▸ BRIEF
List each line of the data that holds the string "Cami".

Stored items
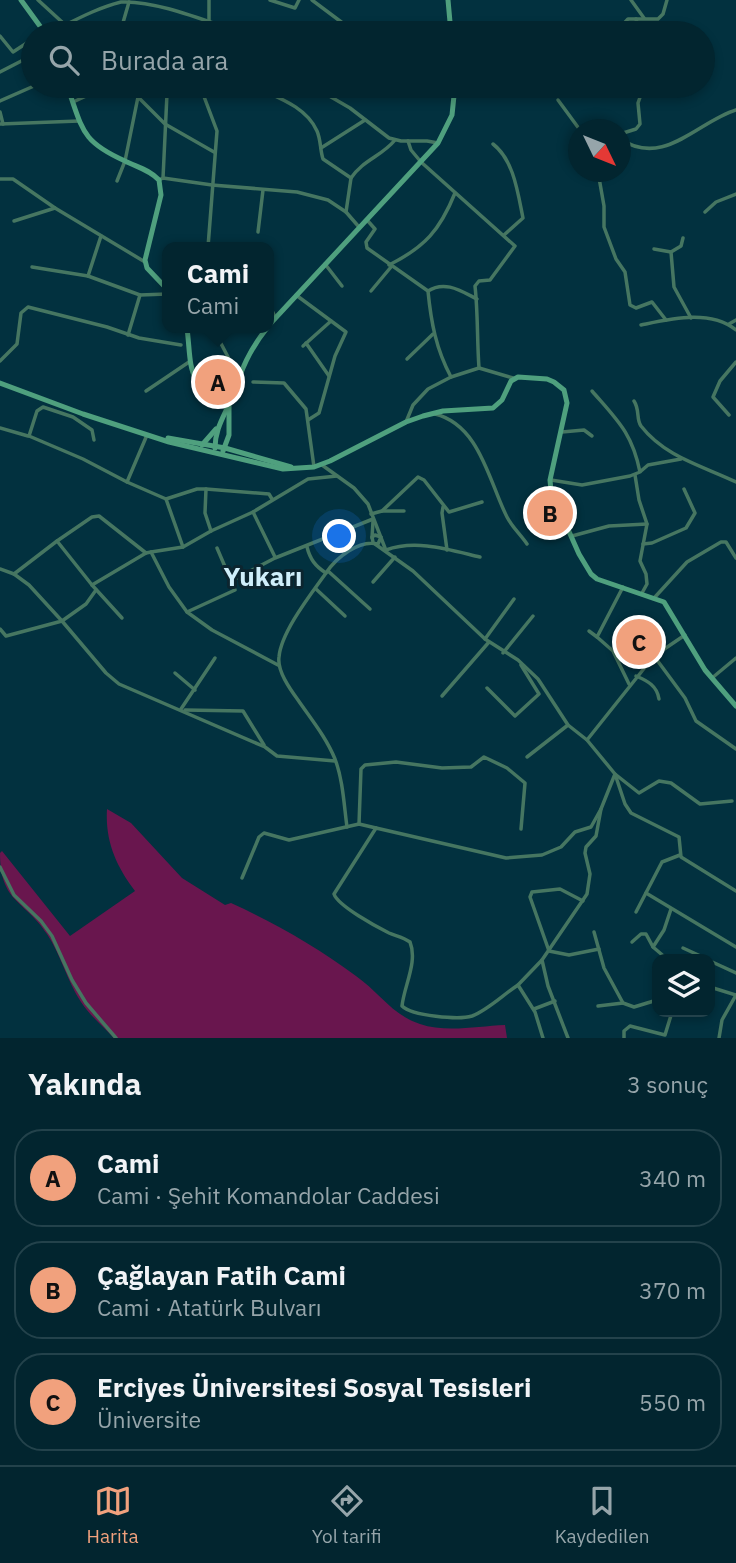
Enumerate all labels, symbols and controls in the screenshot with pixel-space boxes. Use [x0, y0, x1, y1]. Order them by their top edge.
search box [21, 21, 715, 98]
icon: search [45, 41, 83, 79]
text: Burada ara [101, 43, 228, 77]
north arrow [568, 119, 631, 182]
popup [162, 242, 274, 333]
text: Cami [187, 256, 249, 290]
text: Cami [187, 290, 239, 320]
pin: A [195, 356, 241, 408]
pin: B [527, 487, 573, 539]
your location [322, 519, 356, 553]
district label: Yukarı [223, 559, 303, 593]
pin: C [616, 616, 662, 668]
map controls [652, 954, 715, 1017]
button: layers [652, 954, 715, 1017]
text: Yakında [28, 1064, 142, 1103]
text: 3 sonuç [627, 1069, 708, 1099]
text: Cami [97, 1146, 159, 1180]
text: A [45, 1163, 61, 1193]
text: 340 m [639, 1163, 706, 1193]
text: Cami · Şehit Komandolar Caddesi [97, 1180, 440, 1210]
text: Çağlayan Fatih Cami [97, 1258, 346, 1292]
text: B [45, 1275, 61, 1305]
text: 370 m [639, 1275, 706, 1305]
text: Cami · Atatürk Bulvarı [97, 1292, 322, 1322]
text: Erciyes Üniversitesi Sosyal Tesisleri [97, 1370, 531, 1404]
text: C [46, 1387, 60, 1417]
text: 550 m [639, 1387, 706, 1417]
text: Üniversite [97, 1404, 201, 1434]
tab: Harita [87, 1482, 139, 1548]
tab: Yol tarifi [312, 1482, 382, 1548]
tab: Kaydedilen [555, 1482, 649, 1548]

▸ WRITTEN SOLUTION
text: Cami [187, 256, 249, 290]
text: Cami [187, 290, 239, 320]
text: Cami [97, 1146, 159, 1180]
text: Cami · Şehit Komandolar Caddesi [97, 1180, 440, 1210]
text: Çağlayan Fatih Cami [97, 1258, 346, 1292]
text: Cami · Atatürk Bulvarı [97, 1292, 322, 1322]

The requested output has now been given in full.